Segment Start: EXERCISE INPUT
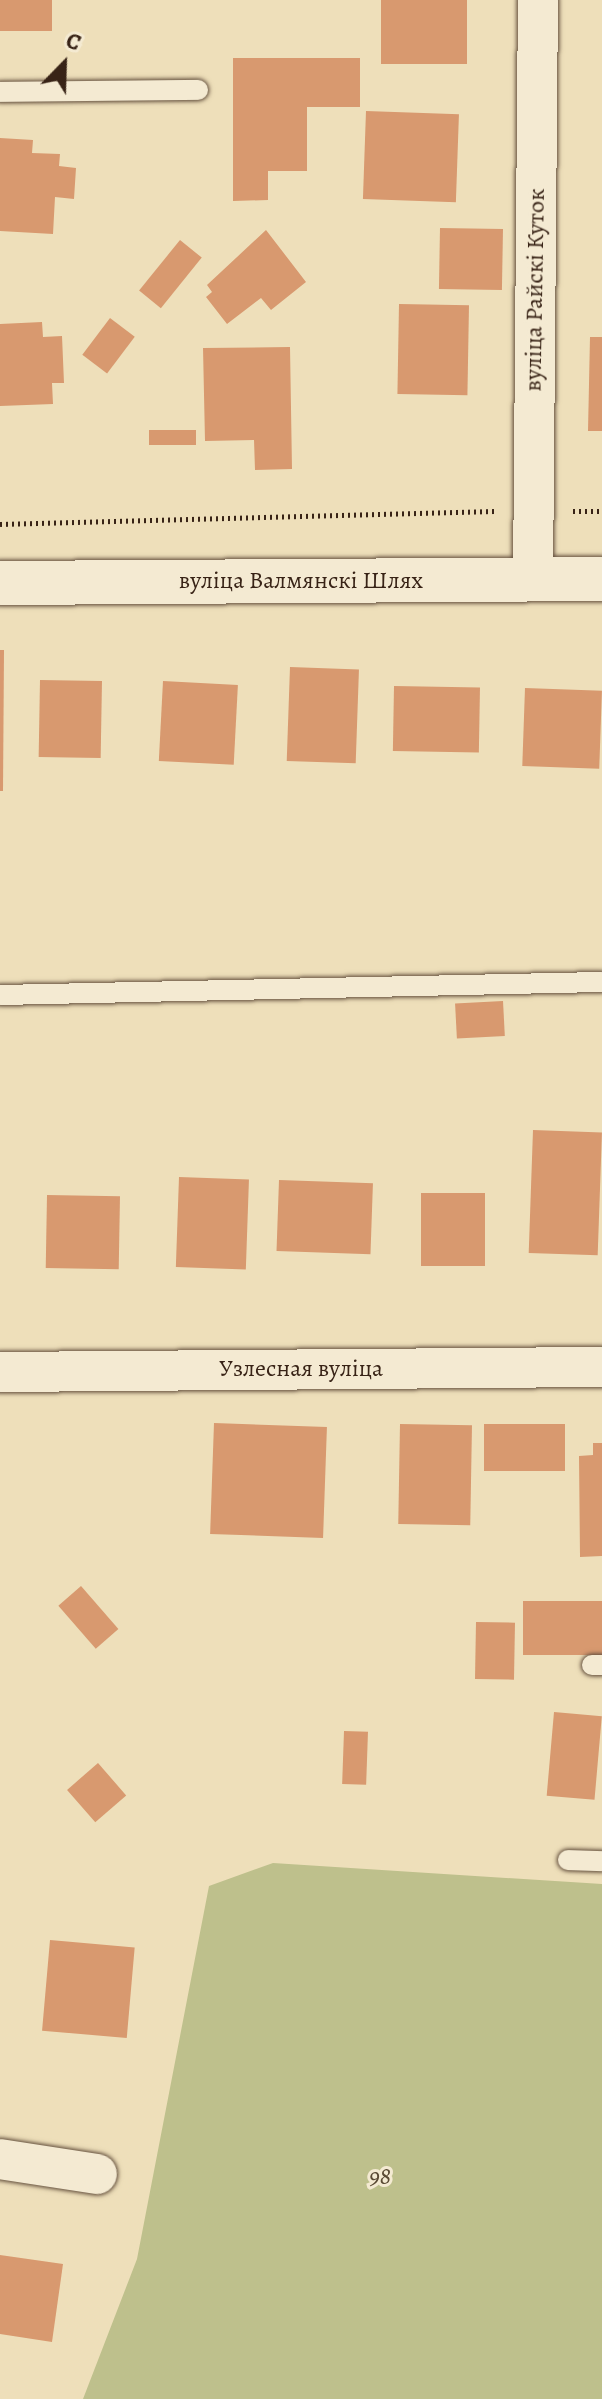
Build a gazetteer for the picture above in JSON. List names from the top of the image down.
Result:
{
  "streets": {
    "street": ["вуліца Райскі Куток", "вуліца Валмянскі Шлях", "Узлесная вуліца"]
  },
  "crossings": [
    ["вуліца Райскі Куток", "вуліца Валмянскі Шлях"]
  ],
  "parks": ["98"],
  "north": "top right"
}
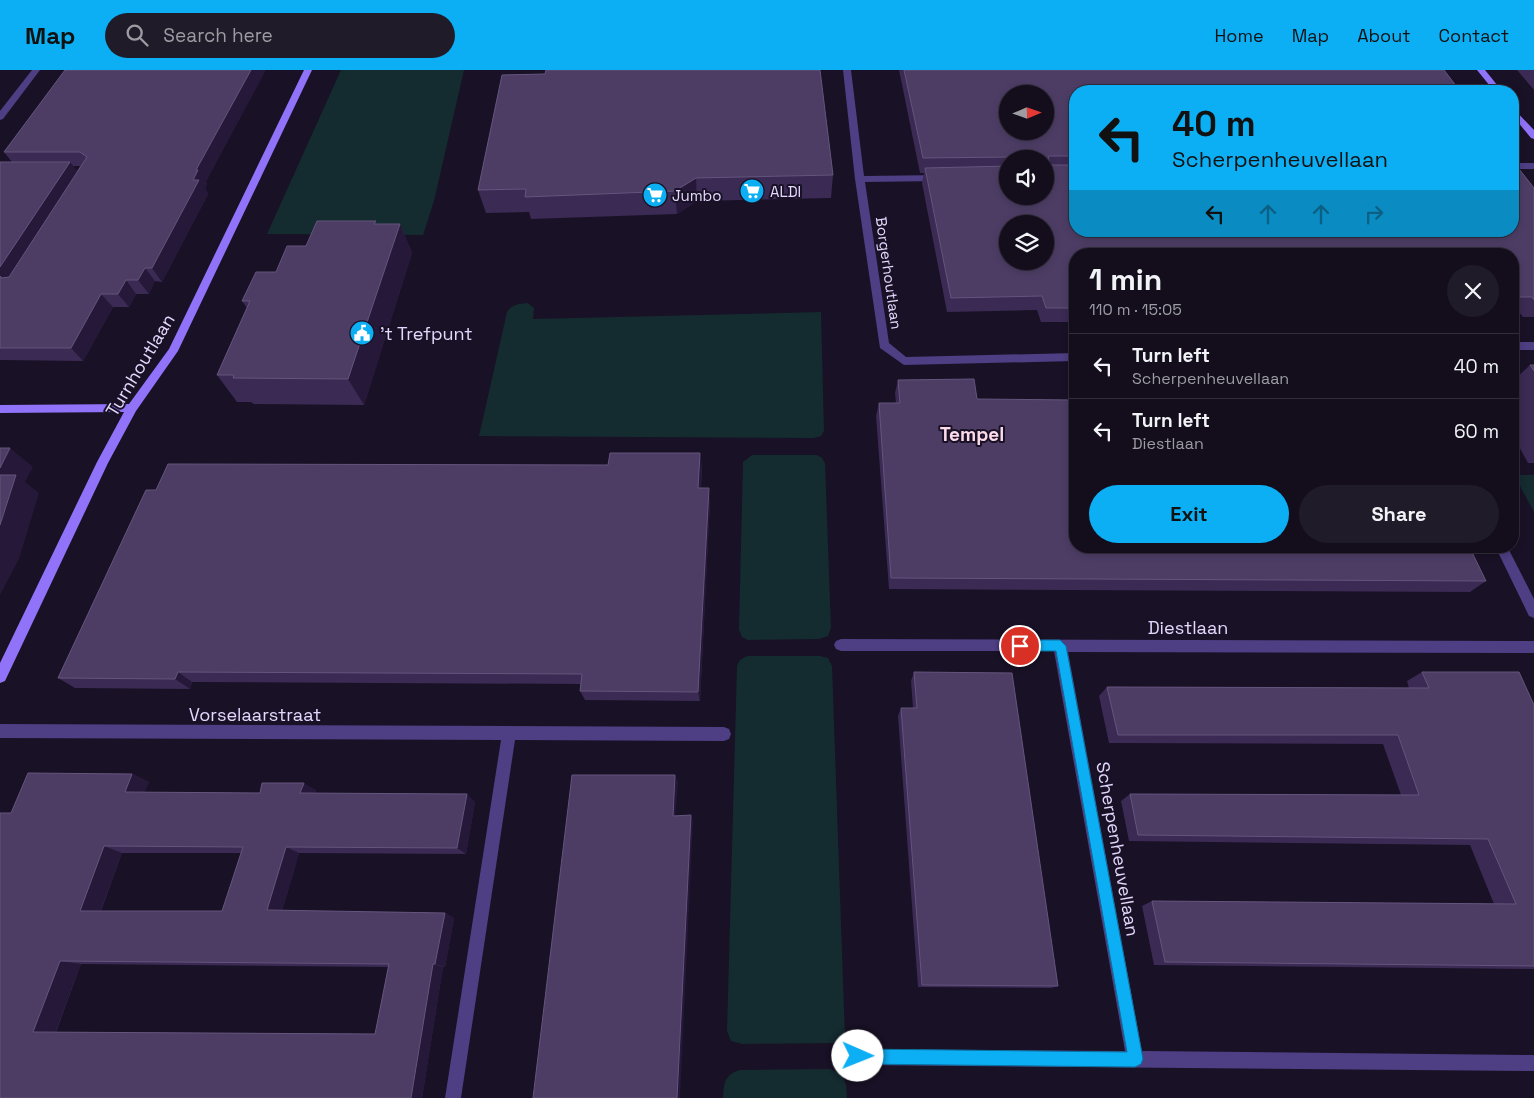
Segment End: EXERCISE INPUT
*WHAT TO WORK ON:* All of the material above should be output exactly, with the pictures left behind.

*ANSWER TO THIS EXERCISE:*
Build a gazetteer for the picture above in JSON. List names from the top of the image down.
Result:
{
  "streets": {
    "street": ["вуліца Райскі Куток", "вуліца Валмянскі Шлях", "Узлесная вуліца"]
  },
  "crossings": [
    ["вуліца Райскі Куток", "вуліца Валмянскі Шлях"]
  ],
  "parks": ["98"],
  "north": "top right"
}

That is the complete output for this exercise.